I have a web application that pulls a datatable and displays results. Due to the nature of the business all of the business rules are incorporated in dlls that the web app must pull from. Because there are multiple site and we don't want to include the core dll's in all of the many apps that are deployed we consolidate any calls to the core dll's into a webservice. This helps when the core dll's are updated that only one new app (i.e. the web service) needs to be pushed.

With this architecutre I have found that anyone logging into any web app is causing multiple calls to the database in order to get a datatable that is then parsed. The datatable in question changes slowly and I only need to refresh it maybe once every 4-6 hours.

I am familiar with storing things like this in session when a user wants to see different views of the same datatable. However with the webservice session doesn't really apply.

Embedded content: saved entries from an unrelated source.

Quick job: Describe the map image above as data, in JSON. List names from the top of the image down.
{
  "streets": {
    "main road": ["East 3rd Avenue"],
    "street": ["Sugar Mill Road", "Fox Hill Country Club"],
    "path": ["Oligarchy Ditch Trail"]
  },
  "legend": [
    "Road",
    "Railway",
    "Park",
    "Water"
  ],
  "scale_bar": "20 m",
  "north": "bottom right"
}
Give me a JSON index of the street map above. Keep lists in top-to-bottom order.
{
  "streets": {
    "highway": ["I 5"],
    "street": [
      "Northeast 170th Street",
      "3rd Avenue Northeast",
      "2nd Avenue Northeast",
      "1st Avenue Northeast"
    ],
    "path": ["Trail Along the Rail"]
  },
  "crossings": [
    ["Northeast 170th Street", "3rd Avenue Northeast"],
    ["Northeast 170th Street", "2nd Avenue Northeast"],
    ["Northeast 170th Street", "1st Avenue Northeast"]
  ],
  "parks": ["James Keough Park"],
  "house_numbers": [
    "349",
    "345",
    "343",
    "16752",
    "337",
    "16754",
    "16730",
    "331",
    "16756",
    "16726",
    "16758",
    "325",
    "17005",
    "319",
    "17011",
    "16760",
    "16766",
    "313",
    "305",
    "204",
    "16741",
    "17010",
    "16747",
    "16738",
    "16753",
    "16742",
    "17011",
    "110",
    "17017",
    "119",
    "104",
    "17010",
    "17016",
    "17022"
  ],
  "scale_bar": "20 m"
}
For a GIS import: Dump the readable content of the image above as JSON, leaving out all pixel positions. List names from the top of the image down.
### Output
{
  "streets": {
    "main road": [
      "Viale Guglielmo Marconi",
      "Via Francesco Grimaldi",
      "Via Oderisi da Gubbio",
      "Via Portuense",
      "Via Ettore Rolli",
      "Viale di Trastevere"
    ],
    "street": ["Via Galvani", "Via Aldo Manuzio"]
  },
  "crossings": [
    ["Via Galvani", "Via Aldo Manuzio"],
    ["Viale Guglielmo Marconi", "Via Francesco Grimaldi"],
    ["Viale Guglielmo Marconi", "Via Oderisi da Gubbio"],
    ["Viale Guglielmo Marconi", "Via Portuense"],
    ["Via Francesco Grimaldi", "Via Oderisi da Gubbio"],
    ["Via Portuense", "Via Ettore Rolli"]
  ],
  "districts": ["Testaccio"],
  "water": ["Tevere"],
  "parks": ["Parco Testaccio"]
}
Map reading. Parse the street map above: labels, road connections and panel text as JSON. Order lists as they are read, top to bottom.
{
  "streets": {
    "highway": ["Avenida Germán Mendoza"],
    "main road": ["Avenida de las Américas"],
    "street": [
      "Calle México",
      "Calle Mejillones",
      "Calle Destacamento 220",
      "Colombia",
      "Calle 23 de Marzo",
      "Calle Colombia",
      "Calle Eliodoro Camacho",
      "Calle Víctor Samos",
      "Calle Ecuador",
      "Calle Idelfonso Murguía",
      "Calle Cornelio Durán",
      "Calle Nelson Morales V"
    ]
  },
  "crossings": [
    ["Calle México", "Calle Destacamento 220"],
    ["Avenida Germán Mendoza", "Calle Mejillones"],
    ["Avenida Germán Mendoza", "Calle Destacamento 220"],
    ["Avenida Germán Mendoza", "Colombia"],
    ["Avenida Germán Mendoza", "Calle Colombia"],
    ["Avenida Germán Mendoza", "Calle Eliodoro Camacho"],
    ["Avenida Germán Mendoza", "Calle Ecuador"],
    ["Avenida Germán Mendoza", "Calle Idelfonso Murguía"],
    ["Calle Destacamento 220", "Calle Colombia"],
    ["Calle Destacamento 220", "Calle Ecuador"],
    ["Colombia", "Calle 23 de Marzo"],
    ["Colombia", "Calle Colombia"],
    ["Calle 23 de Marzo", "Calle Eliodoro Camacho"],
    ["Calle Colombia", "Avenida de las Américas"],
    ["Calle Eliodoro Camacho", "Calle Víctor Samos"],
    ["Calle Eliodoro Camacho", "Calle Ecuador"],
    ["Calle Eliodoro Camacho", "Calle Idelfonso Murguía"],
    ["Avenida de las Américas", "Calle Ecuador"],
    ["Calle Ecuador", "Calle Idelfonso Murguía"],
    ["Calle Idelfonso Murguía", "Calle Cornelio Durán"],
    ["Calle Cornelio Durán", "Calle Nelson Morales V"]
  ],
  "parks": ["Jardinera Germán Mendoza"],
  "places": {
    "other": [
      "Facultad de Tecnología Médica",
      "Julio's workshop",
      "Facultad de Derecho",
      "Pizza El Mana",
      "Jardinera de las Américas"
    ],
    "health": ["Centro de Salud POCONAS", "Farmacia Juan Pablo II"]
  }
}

What is a good method for caching a datatable in the webservice so that we are not making repeated expensive trips to the database.

The webservice and the apps are all in C# and ASP.NET 2.0, and we are using VS2005.

+1  A: 

You could store any data in memory for as long as you want with memcached. It runs on Linux and Windows and they also have several api implementations with C#.

pablasso
A: 

Cheap option #1: create the datatable as a local static variable to your web service class. Populate the datatable object in a static constructor to the class. The datatable object will be available to your webmethod when the service is queried for the first time as well as any app worker process recycles.

//pseudo-code

class MyWebMethods {

private static DataTable localDataTable; static MyWebMethods() { localDataTable = new DataTable(); //Do whatever else is needed here to populate the table }

[WebMethod] public string GetSomeData(int id) { //Query localDataTable using parameter info //return result } }

Cheap option #2: similar approach, consider ASP.Net Cache (System.Web.Caching.Cache). Same loading process as above, but different storage.

jro
+2  A: 

As a really cheap way (but it exists), you can use the CacheDuration property of the WebMethod arribute, which will cache the results of the web method call. More info at:

http://msdn.microsoft.com/en-us/library/byxd99hx(VS.71).aspx#vbtskusingwebmethodattributecacheduration

That might help, just a thought...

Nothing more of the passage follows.